The Question
The tournament analysis identified 30 hand-crafted strategies and tested them exhaustively. But every one of those strategies was designed by a human with assumptions about how the game should be played. What if we removed the human from the loop entirely?
We trained a reinforcement learning agent to play darts cricket from scratch — no strategy rules, no opening book, no notion of “scoring mode” or “covering mode.” The agent sees only the board state and learns from wins and losses. After millions of games against the strongest hand-crafted bots, it discovered something none of them do: adapt its opening based on turn order.
What the Agent Learned
Turn-Order-Dependent Opening
Going first → always open 20 (100% consistency).
Going second → always open 18 (93% consistency).

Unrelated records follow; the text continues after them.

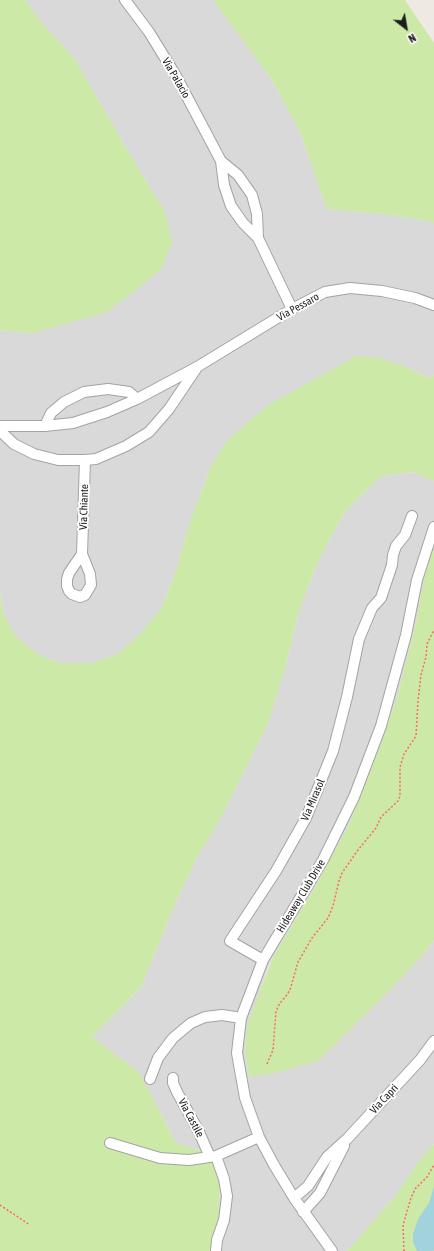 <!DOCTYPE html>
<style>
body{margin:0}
#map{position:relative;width:434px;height:1251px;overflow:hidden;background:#eee9e2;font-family:"Asap Condensed",sans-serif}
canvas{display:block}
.north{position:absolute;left:386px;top:8px;width:40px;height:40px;-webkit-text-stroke:3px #fff;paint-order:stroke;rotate:149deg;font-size:11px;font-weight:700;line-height:16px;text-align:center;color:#1c1c1c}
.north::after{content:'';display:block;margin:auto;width:14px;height:18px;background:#1c1c1c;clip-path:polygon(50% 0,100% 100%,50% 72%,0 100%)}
</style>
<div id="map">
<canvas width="434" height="1251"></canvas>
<div class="north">N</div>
</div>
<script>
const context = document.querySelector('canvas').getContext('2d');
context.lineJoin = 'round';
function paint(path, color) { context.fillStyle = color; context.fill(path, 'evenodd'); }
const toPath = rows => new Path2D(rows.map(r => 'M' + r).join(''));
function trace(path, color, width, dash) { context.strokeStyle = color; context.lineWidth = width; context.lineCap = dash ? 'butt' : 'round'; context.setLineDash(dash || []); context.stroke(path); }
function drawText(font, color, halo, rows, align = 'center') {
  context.font = font + ' "Asap Condensed",sans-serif'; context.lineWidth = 4; context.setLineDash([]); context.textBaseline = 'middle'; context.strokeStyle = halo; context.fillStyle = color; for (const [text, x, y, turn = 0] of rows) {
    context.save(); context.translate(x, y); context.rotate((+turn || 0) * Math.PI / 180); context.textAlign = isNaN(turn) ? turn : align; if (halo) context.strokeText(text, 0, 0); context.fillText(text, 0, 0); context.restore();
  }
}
paint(toPath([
 [25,0,213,0,272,80,301,134,327,209,384,214,425,220,434,223,434,375,429,378,402,365,211,466,187,530,177,568,162,607,142,632,118,654,92,663,60,663,37,654,16,636,4,616,0,592,0,330,32,333,165,211,142,175,74,58,41,22],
 [413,472,434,481,434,547,424,579,415,627,397,698,372,767,348,826,317,884,273,957,268,967,246,1034,245,1054,249,1077,318,1061,387,993,422,956,434,940,434,1144,422,1157,395,1196,347,1251,212,1251,218,1220,220,1188,202,1151,176,1143,139,1072,92,1037,141,987,172,911,196,859,222,816,268,723,285,668,299,610,319,559,345,511,381,476]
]), '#dad9d9');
paint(toPath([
 [0,0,25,0,41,22,74,58,142,175,165,211,172,242,162,268,136,290,107,312,32,333,0,330],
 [213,0,405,0,434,43,434,223,425,220,384,214,327,209,301,134,272,80],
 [356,356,379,358,402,365,429,378,434,375,434,481,413,472,381,476,345,511,319,559,299,610,285,668,268,723,222,816,196,859,172,911,141,987,92,1037,139,1072,176,1143,202,1151,214,1166,220,1188,218,1220,212,1251,0,1251,0,592,4,616,16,636,37,654,60,663,92,663,118,654,142,632,162,607,177,568,187,530,211,466,227,441,249,421,270,404],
 [434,547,434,940,422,956,387,993,318,1061,274,1073,249,1077,245,1054,246,1034,249,1020,273,957,317,884,348,826,372,767,397,698,415,627,424,579],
 [434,1144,434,1251,347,1251,395,1196,422,1157]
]), '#cce9a7');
paint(toPath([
 [434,1186,434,1250,433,1251,417,1251,413,1242,413,1234,418,1219,429,1203]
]), '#a2d3dc');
const minor = toPath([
 [125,0,149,32,176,76,221,161,224,185,231,206,243,223,258,238,292,309],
 [221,161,238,175,252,195,257,214,258,238],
 [0,426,45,426,73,423,107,412,137,399,197,367,292,309,325,292,350,288,382,291,415,298,434,305],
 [45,426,51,413,64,402,84,392,108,389,129,392,137,399],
 [0,431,14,444,34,454,58,460,85,460,96,459,126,446,149,432,169,409,196,369],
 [82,554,69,573,67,579,67,586,69,591,72,594,80,597,85,595,91,585,90,574,82,554,85,460],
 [263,960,230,941,276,871,306,818,333,751,347,697,359,639,372,608,381,598,392,565,393,555,396,546,405,535,412,516],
 [173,1078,173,1083,177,1092,199,1132,210,1157],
 [150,1079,158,1058,173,1038,191,1023,205,1017,222,1015,241,1018],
 [110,1143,160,1158,189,1160,216,1156,259,1137],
 [216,1156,224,1179,227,1196,224,1220,217,1240,216,1251],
 [294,1198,308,1186,327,1157,347,1139,420,1060,434,1041],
 [303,1212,320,1193,344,1146],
 [332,1251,294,1198,274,1165,259,1137,245,1098,237,1053,241,1018,263,960,323,860,354,797,381,726,406,635,417,580,434,527]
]);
trace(minor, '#a3a3a3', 12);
trace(toPath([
 [267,1064,273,1050,276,1011,280,1003,286,996,290,990,298,962,312,938,328,918,333,906,339,881,342,873,358,850,376,828,381,817,398,801,400,796,400,767,404,754,416,736,418,701,421,675,426,657,427,644,434,630],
 [0,1205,30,1225],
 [404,1251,403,1225,411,1198,415,1189,427,1177,434,1165]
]), '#fa6c67', 1.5, [2, 2]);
trace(minor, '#fff', 10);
drawText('11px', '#1c1c1c', '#fff', [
 ["Via Palacio",176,78,60],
 ["Via Pessaro",298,307,-29],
 ["Via Chiante",84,507,-88],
 ["Via Mirasol",313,800,-67],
 ["Hideaway Club Drive",301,896,-59],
 ["Via Capri",384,1099,-47],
 ["Via Castile",191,1118,62]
]);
</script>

No Frongello strategy, and none of the experimental strategies (E1–E12), adapts to turn order. All 28 hand-crafted bots play identically regardless of who throws first. The agent discovered this distinction entirely on its own.
The logic is intuitive once you see it. Going first, you have the tempo advantage — secure the highest-value target (20) immediately. Going second, your opponent likely started on 20, so pivot to 18 and avoid direct competition on the same number. After the opening, the agent follows a consistent closing order: 19 next, then fill the remaining targets.
Adaptive Mid-Game Behavior
Beyond the opening, the agent dynamically balances scoring and closing based on game state:
- Early game (1–2 targets closed): 63–76% closing — build the foundation first.
- Mid game (3+ targets closed): 69–72% scoring — capitalize on open scoring lanes.
- Losing by a large margin: 69% scoring — catch up on points before closing out.
- Winning by a large margin: 51% closing — shut the game down.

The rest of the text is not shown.